Longitudinal study of the neuroprotective effect of lactate. (a) Brain trace DWI of P7, P8 and P9 pups of HI-C, HI-L and HI-3L groups. Images were obtained at 4.7 T, 3 h, 24 h and 48 h after the insult. (b) Quantification of lesion volumes (%, relative to total brain volume) and comparison between the control group, one injection of lactate and three injections of lactate (daily). (c) Quantification of ADC in cortical, hippocampal and striatal lesions at P7, P8 and P9. (d) Evaluation of lesion regression as a function of time (%, relative to original lesion size).
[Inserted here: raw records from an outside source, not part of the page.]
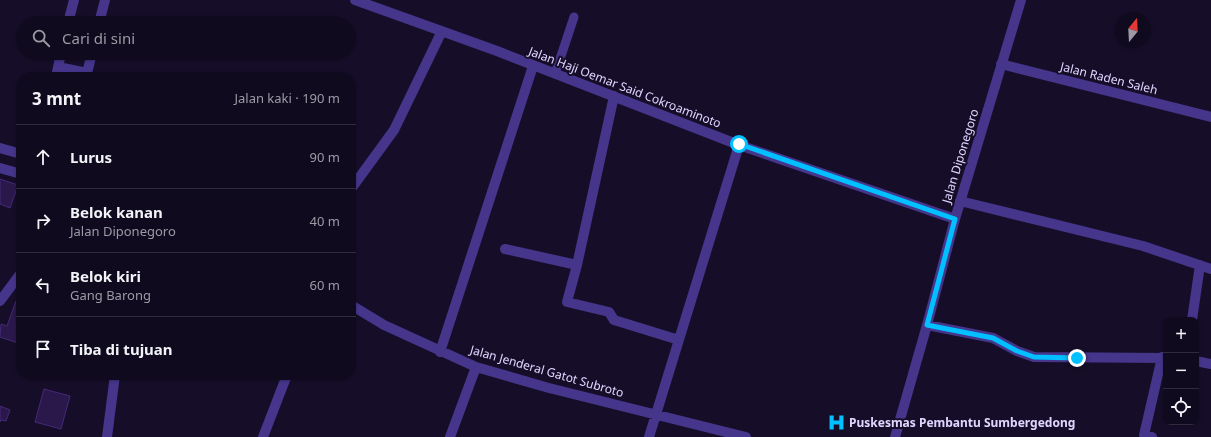 <!DOCTYPE html>
<html lang="id">
<head>
<meta charset="utf-8">
<style>
  :root { --surface:#100a1f; --page:#191328; --text:#f1f3f6; --muted:#9c9aa4; --line:#302b3d }
  body { margin:0; font-family:"Noto Sans",sans-serif; background:var(--page); color:var(--text) }
  .controls { position:absolute; right:12px; bottom:12px; display:grid; overflow:hidden; border-radius:8px; box-shadow:0 1px 3px #0004 }
  .controls button { width:36px; height:36px; display:grid; place-items:center; padding:0; border:0; border-bottom:1px solid var(--line); background:var(--surface); color:var(--text); font:20px sans-serif }
  .compass { position:absolute; left:1115px; top:12px; width:36px; height:36px; border-radius:50%; background:var(--surface); box-shadow:0 1px 3px #0004; rotate:18deg }
  .stop { position:absolute; width:12px; height:12px; margin:-9px; border:3px solid #01c0ff; border-radius:50%; background:#fff }
  .stop.end { background:#01c0ff; border-color:#fff; box-shadow:0 1px 4px #0008 }
  .list { margin:0; padding:0; list-style:none }
  h2 { display:flex; justify-content:space-between; align-items:center; height:52px; margin:0; padding:0 16px; font-size:17px }
  h2 small { font-size:13px; font-weight:400; color:var(--muted) }
  .list li { display:grid; grid-template-columns:26px 1fr auto; gap:12px; align-items:center; box-sizing:border-box; height:64px; padding:0 16px; border-top:1px solid var(--line) }
  .list b { display:block; font-size:15px; white-space:nowrap }
  .list p { margin:0; font-size:13px; white-space:nowrap; color:var(--muted) }
  .list em { font-size:13px; font-style:normal; color:var(--muted) }
  .icon { flex:none; width:22px; height:22px; fill:none; stroke:currentColor; stroke-width:2; stroke-linecap:round; stroke-linejoin:round }
  .map { position:relative; flex:none; width:1211px; height:437px; overflow:hidden }
  .search { position:absolute; background:var(--surface); box-shadow:0 1px 3px #0004; left:16px; top:16px; width:340px; height:44px; display:flex; align-items:center; gap:10px; box-sizing:border-box; padding:0 14px; border-radius:22px; color:var(--muted); font-size:15px }
  .panel { position:absolute; background:var(--surface); box-shadow:0 1px 3px #0004; left:16px; top:72px; width:340px; height:308px; border-radius:16px }
  .map>svg:first-child { display:block }
  .building { fill:#2a184b; stroke:#442879 }
  .lines { fill:none; stroke-linecap:round; stroke-linejoin:round }
  .lane { stroke:#45358b; stroke-width:9 }
  .street { stroke:#45358b; stroke-width:10 }
  .route { stroke:#01c0ff; stroke-width:5 }
  .labels { text-anchor:middle; dominant-baseline:central; stroke-width:4; stroke-linejoin:round; paint-order:stroke }
  .street-label { font-size:12px; fill:#e0d5ff; stroke:#160e29 }
  .poi-label { font-size:12px; font-weight:bold; fill:#e0d5ff; stroke:#160e29; text-anchor:start }
</style>
</head>
<body>
<div class="map">
<svg width="1211" height="437" viewBox="0 0 1211 437">
  <rect width="100%" height="100%" fill="#160e29"/>
  <path class="building" d="M 0,179 L 18,185 L 10,208 L 0,204 Z
    M 16,301 L 21,302 L 21,344 L 0,337 L 1,324 L 7,326 Z
    M 44,389 L 70,396 L 61,429 L 35,422 Z
    M 0,406 L 10,410 L 6,421 L 1,420 L 0,422 Z"/>
  <g class="lines">
    <path class="lane" d="M 555,74 L 574,17"/>
    <path class="street" d="M 355,0 L 497,51 L 739,145 L 955,219
      M 68,23 L 74,0
      M 99,23 L 105,0
      M 1001,64 L 1211,117
      M 58,67 L 87,73
      M 56,77 L 61,53
      M 86,77 L 92,53
      M 0,148 L 21,154
      M 0,168 L 21,174
      M 351,189 L 394,130 L 442,31
      M 960,201 L 1143,246 L 1211,269
      M 505,249 L 577,265 L 614,96
      M 577,265 L 567,302 L 609,312 L 614,320 L 679,340
      M 0,301 L 21,273
      M 351,305 L 384,325 L 476,367 L 549,388 L 746,437
      M 1192,320 L 1200,265
      M 927,325 L 993,338 L 1017,351 L 1034,357 L 1166,358
      M 440,352 L 533,66
      M 1196,361 L 1211,364
      M 107,437 L 115,375
      M 263,437 L 287,375
      M 450,437 L 476,367
      M 649,437 L 739,145
      M 895,437 L 927,325 L 955,219 L 1021,0
      M 1152,437 L 1144,435 L 1162,357"/>
  </g>
  <g class="lines">
    <path class="route" d="M 739,144 L 955,219 L 927,325 L 993,338 L 1017,351 L 1034,357 L 1077,358"/>
  </g>
  <defs>
    <symbol id="hospital-bare" viewBox="-9 -9 18 18"><path d="M-5-5h3v3.5h4V-5h3V5h-3V1.5h-4V5h-3Z" fill="#01c0ff" stroke="#160e29" stroke-width="2.5" paint-order="stroke"/></symbol>
  </defs>
  <g fill-rule="evenodd">
    <use href="#hospital-bare" x="824" y="410" width="25" height="25"/>
  </g>
  <g class="labels">
    <g class="street-label">
      <text transform="translate(1109 78) rotate(14)">Jalan Raden Saleh</text>
      <text transform="translate(625 87) rotate(21)">Jalan Haji Oemar Said Cokroaminoto</text>
      <text transform="translate(960 156) rotate(-73)">Jalan Diponegoro</text>
      <text transform="translate(547 371) rotate(16)">Jalan Jenderal Gatot Subroto</text>
    </g>
    <g class="poi-label">
      <text x="849" y="422">Puskesmas Pembantu Sumbergedong</text>
    </g>
  </g>
</svg>
<div class="controls">
<button>+</button>
<button>−</button>
<button><svg class="icon" aria-label="locate" viewBox="0 0 24 24"><circle cx="12" cy="12" r="6"/><path d="M12 2v4M12 18v4M2 12h4M18 12h4"/></svg></button>
</div>
<svg class="compass" viewBox="-18 -18 36 36"><path d="M0-13l5 13h-10z" fill="#e53935"/><path d="M0 13l5-13h-10z" fill="#9c9aa4"/></svg>
<div class="stop" style="left:739px;top:144px"></div>
<div class="stop end" style="left:1077px;top:358px"></div>
<div class="search"><svg class="icon" aria-label="search" viewBox="0 0 24 24"><circle cx="10" cy="10" r="6"/><path d="M15 15l6 6"/></svg>Cari di sini</div>
<section class="panel">
<h2>3 mnt<small>Jalan kaki · 190 m</small></h2>
<ul class="list">
<li><svg class="icon" aria-label="ahead" viewBox="0 0 24 24"><path d="M12 20V5M6 11l6-6 6 6"/></svg><div><b>Lurus</b></div><em>90 m</em></li>
<li><svg class="icon" aria-label="right" viewBox="0 0 24 24"><path d="M7 20v-9h11M14 6l5 5-5 5"/></svg><div><b>Belok kanan</b><p>Jalan Diponegoro</p></div><em>40 m</em></li>
<li><svg class="icon" aria-label="left" viewBox="0 0 24 24"><path d="M17 20v-9H6M10 6l-5 5 5 5"/></svg><div><b>Belok kiri</b><p>Gang Barong</p></div><em>60 m</em></li>
<li><svg class="icon" aria-label="arrive" viewBox="0 0 24 24"><path d="M6 21V4h12l-3 4 3 4H6"/></svg><div><b>Tiba di tujuan</b></div></li>
</ul>
</section>
</div>
</body>
</html>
Results are mean values ± SD. (b)(c) * P < 0.05, ** P < 0.01, *** P < 0.001, by one-way ANOVA, followed by Fisher’s LSD test. (c) *statisticaly significant between HI-C and HI-L, °statisticaly significant between HI-C and HI-3L, #statisticaly significant between HI-L and HI-3L.

Figure 6.

Effect of lactate therapy on neurological reflexes as well as juvenile somatosensory and memory capacities. (a) Performances on righting reflexes at P8, P10 and P12. Significantly different from sham group: ** P < 0.01, *** P < 0.001, significantly different from HI-3L: # P < 0.05, ### P < 0.001. (b) Modified neurological severity scores (mNSS) performed at P24. * P < 0.05, *** P < 0.001. (c) Novel object recognition test performed at P45. Results are mean values +/_ SEM. * P < 0.05, ** P < 0.01.

Figure 7.

Mechanistic hypothesis of lactate neuroprotection on HI damages. Injected lactate could be taken from the bloodstream by astrocytes. Then, through the astrocyte-neuron lactate shuttle, lactate could be metabolized by neurons as an energy source to overcome the lack of glucose induced by HI insult. The small amount of available neuronal glucose could thus be saved to integrate the pentose phosphate pathway to maintain the Redox balance together with the NADH provided by lactate metabolism.